=== Begin Enclosure ===
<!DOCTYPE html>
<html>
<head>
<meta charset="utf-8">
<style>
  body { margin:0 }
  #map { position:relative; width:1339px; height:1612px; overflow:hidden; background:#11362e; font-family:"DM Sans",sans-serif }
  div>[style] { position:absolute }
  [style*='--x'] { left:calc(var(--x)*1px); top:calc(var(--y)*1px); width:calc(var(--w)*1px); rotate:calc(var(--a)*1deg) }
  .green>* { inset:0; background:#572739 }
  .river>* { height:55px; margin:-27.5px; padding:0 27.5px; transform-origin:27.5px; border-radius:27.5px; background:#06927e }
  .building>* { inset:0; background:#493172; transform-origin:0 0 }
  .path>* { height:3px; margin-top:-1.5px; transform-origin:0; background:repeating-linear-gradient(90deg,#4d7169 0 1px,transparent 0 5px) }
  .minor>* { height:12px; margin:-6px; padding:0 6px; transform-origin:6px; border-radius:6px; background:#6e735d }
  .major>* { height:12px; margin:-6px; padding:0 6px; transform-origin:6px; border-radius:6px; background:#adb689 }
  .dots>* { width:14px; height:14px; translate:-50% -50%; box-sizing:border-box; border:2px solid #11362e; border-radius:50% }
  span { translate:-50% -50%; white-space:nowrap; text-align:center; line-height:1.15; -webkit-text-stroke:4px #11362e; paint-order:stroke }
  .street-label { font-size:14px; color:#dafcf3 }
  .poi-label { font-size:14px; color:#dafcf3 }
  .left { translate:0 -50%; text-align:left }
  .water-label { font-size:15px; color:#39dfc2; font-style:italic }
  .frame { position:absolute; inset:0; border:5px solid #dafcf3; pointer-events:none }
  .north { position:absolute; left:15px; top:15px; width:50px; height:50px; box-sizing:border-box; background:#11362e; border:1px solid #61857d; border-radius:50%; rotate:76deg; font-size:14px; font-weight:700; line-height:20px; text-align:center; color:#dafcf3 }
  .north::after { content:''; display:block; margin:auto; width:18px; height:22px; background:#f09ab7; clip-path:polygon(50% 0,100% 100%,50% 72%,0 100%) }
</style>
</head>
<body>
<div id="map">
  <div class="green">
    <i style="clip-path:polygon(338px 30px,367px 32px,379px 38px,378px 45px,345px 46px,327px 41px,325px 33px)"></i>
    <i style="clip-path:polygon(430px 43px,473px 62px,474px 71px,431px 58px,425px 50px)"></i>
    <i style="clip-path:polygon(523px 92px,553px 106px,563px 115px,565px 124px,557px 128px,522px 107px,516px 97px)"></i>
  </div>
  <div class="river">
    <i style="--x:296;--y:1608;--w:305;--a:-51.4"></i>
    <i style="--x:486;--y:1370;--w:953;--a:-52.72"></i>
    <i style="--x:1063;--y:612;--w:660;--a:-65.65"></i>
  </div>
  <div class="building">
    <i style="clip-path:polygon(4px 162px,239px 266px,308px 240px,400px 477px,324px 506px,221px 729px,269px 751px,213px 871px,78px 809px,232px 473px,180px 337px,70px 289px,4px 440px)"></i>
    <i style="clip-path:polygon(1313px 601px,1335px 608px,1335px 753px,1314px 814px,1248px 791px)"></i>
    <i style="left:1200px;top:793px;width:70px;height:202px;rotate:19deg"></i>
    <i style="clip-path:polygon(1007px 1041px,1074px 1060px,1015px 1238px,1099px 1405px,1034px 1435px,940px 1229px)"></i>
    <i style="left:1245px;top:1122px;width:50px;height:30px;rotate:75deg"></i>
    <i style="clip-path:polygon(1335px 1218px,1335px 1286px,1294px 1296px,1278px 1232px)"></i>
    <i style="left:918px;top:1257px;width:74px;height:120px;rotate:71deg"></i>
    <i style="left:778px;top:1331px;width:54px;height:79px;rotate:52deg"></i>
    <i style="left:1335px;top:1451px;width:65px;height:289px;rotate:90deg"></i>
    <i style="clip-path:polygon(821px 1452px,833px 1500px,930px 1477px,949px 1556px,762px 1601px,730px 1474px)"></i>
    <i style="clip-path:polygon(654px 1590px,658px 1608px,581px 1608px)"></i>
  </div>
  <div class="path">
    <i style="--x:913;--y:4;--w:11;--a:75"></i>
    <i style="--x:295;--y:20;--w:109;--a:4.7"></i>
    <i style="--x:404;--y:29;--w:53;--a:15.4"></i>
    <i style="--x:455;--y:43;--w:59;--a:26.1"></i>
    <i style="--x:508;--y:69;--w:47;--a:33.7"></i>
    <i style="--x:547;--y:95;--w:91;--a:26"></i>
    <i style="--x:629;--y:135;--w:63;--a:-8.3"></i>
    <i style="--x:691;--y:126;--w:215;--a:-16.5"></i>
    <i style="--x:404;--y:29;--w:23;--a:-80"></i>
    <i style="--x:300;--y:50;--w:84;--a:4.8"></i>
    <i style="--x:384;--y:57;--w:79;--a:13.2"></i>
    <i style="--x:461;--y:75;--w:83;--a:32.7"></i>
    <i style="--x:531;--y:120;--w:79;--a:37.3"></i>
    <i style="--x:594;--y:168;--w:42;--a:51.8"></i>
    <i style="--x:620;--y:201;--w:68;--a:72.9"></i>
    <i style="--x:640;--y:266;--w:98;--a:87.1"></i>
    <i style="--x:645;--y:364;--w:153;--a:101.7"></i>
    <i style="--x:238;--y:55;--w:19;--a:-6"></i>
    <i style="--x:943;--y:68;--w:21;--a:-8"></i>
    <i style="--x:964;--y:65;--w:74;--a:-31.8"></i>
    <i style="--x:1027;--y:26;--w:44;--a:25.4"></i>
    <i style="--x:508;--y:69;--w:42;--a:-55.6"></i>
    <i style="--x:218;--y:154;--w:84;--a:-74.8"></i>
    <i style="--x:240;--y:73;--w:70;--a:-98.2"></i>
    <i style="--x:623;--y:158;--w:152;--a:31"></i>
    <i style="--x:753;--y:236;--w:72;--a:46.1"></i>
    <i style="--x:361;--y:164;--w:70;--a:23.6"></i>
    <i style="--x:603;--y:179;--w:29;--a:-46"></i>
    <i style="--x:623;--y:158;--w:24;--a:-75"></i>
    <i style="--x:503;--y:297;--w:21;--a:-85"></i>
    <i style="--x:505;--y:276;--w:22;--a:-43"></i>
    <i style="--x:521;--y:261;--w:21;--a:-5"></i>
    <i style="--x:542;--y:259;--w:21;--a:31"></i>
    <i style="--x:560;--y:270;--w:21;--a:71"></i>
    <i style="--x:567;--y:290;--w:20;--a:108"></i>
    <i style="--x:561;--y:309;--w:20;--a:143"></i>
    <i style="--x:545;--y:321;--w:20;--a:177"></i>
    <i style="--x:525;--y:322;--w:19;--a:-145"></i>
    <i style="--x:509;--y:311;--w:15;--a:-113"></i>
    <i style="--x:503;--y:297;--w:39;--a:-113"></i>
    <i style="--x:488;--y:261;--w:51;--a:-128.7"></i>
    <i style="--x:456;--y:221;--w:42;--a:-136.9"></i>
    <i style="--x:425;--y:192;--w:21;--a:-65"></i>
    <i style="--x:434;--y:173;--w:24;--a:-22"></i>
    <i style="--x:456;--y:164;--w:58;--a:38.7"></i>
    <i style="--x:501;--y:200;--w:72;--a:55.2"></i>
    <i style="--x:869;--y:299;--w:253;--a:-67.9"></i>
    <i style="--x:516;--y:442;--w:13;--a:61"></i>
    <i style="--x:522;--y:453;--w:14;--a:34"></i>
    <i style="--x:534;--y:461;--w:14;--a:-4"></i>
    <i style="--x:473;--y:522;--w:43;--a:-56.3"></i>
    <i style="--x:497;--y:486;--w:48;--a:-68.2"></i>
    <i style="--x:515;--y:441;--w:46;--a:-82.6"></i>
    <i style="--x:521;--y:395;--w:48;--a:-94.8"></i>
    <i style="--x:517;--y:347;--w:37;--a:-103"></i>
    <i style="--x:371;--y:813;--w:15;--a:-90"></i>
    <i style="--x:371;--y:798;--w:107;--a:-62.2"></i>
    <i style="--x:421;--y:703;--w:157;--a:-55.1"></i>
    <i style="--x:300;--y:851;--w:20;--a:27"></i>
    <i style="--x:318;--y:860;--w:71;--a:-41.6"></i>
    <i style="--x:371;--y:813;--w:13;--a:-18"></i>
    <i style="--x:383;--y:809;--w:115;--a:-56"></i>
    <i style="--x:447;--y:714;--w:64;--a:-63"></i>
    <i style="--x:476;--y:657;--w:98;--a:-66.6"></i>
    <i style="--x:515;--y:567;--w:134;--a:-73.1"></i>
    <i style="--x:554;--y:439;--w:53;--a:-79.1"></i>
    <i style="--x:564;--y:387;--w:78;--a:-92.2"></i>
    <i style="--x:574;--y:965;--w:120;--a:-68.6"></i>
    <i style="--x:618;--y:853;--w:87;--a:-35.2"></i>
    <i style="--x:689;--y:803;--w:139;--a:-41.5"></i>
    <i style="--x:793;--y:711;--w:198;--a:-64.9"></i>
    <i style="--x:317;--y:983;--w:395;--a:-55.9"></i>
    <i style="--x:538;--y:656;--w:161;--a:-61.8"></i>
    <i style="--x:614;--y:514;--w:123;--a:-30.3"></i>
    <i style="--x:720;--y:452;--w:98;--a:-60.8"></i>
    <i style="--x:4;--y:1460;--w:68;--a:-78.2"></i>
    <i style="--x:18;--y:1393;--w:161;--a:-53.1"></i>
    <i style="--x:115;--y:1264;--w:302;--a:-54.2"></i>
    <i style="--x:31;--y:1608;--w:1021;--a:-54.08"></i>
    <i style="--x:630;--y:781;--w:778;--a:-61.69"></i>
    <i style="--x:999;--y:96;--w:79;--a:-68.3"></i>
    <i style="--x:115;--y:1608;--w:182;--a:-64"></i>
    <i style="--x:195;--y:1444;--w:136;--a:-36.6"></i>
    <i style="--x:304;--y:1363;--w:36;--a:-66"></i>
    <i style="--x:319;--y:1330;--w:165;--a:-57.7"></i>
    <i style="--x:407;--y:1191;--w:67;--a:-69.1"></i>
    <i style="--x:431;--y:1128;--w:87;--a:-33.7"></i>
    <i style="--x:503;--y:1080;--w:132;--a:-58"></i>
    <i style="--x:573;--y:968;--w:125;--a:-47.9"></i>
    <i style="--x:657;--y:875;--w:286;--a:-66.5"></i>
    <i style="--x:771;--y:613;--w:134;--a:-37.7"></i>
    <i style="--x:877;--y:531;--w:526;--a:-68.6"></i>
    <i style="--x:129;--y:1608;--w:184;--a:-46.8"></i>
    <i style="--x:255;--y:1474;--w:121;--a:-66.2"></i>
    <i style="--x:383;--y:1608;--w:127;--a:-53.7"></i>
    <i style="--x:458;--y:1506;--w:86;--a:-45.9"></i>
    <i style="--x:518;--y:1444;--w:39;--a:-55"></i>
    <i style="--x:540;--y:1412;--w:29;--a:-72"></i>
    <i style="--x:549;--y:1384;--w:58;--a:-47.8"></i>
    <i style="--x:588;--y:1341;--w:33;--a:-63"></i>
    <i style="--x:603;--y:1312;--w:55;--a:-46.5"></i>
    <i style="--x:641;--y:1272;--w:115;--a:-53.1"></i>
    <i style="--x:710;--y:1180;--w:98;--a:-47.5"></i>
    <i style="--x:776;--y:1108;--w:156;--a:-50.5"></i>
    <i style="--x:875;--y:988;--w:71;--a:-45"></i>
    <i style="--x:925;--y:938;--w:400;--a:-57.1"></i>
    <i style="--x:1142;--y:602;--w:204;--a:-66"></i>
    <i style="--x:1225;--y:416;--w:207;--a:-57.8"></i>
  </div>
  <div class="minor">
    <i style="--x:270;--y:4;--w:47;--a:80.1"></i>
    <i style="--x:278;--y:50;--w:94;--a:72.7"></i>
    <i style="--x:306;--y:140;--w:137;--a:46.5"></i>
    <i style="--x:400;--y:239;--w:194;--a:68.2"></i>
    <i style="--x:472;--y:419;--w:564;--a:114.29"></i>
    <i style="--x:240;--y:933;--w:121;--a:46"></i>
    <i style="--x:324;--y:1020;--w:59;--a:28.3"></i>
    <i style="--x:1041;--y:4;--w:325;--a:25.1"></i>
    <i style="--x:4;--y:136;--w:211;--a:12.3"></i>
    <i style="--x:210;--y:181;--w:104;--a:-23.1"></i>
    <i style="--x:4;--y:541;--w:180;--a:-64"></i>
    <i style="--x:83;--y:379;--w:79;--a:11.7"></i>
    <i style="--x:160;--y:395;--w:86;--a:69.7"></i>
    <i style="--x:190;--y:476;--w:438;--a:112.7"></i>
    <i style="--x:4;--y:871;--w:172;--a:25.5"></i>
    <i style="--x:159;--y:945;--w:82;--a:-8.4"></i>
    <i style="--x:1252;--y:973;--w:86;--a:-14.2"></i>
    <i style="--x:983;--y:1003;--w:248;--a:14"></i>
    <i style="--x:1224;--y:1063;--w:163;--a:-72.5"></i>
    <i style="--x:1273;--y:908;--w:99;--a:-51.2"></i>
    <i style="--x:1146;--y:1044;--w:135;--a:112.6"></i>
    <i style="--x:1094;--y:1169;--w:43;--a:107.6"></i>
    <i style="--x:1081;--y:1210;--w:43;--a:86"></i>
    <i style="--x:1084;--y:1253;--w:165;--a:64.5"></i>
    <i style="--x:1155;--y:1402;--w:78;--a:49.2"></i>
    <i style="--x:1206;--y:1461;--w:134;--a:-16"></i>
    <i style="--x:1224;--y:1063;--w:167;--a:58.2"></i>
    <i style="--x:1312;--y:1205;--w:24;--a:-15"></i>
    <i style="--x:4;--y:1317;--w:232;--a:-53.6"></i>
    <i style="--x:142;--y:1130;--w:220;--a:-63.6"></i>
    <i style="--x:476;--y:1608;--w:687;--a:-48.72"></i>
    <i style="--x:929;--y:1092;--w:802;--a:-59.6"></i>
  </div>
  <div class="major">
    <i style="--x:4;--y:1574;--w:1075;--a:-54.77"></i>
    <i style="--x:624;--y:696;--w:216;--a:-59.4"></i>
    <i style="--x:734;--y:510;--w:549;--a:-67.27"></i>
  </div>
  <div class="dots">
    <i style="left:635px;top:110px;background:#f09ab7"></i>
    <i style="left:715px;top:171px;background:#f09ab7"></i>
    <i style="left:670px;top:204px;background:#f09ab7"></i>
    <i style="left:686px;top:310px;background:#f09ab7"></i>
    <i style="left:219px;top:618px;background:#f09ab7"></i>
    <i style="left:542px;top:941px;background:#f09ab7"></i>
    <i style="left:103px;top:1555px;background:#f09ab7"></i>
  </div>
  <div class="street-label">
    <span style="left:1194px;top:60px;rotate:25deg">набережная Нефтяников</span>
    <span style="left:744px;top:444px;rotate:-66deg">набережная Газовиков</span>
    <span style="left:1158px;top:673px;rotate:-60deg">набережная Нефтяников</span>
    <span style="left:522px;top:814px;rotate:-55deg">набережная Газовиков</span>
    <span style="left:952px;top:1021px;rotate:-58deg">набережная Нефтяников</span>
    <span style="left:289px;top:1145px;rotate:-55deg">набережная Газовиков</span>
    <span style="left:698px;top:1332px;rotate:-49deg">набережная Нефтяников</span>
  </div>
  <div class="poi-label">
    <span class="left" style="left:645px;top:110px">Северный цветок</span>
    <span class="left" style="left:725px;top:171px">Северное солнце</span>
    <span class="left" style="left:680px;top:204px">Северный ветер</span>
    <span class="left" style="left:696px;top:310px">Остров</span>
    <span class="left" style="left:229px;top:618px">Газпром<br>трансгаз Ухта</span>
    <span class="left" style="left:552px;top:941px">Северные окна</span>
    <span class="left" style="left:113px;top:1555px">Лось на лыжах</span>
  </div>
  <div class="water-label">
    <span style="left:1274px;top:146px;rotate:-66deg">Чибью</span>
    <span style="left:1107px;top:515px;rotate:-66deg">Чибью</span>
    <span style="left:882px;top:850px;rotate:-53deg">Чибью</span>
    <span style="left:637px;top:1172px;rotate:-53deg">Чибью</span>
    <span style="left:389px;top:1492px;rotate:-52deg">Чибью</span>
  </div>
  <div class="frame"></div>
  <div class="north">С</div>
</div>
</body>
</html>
=== End Enclosure ===
Brief: A single number is expected: how many lines in the records contain the string "building".

Answer section: 2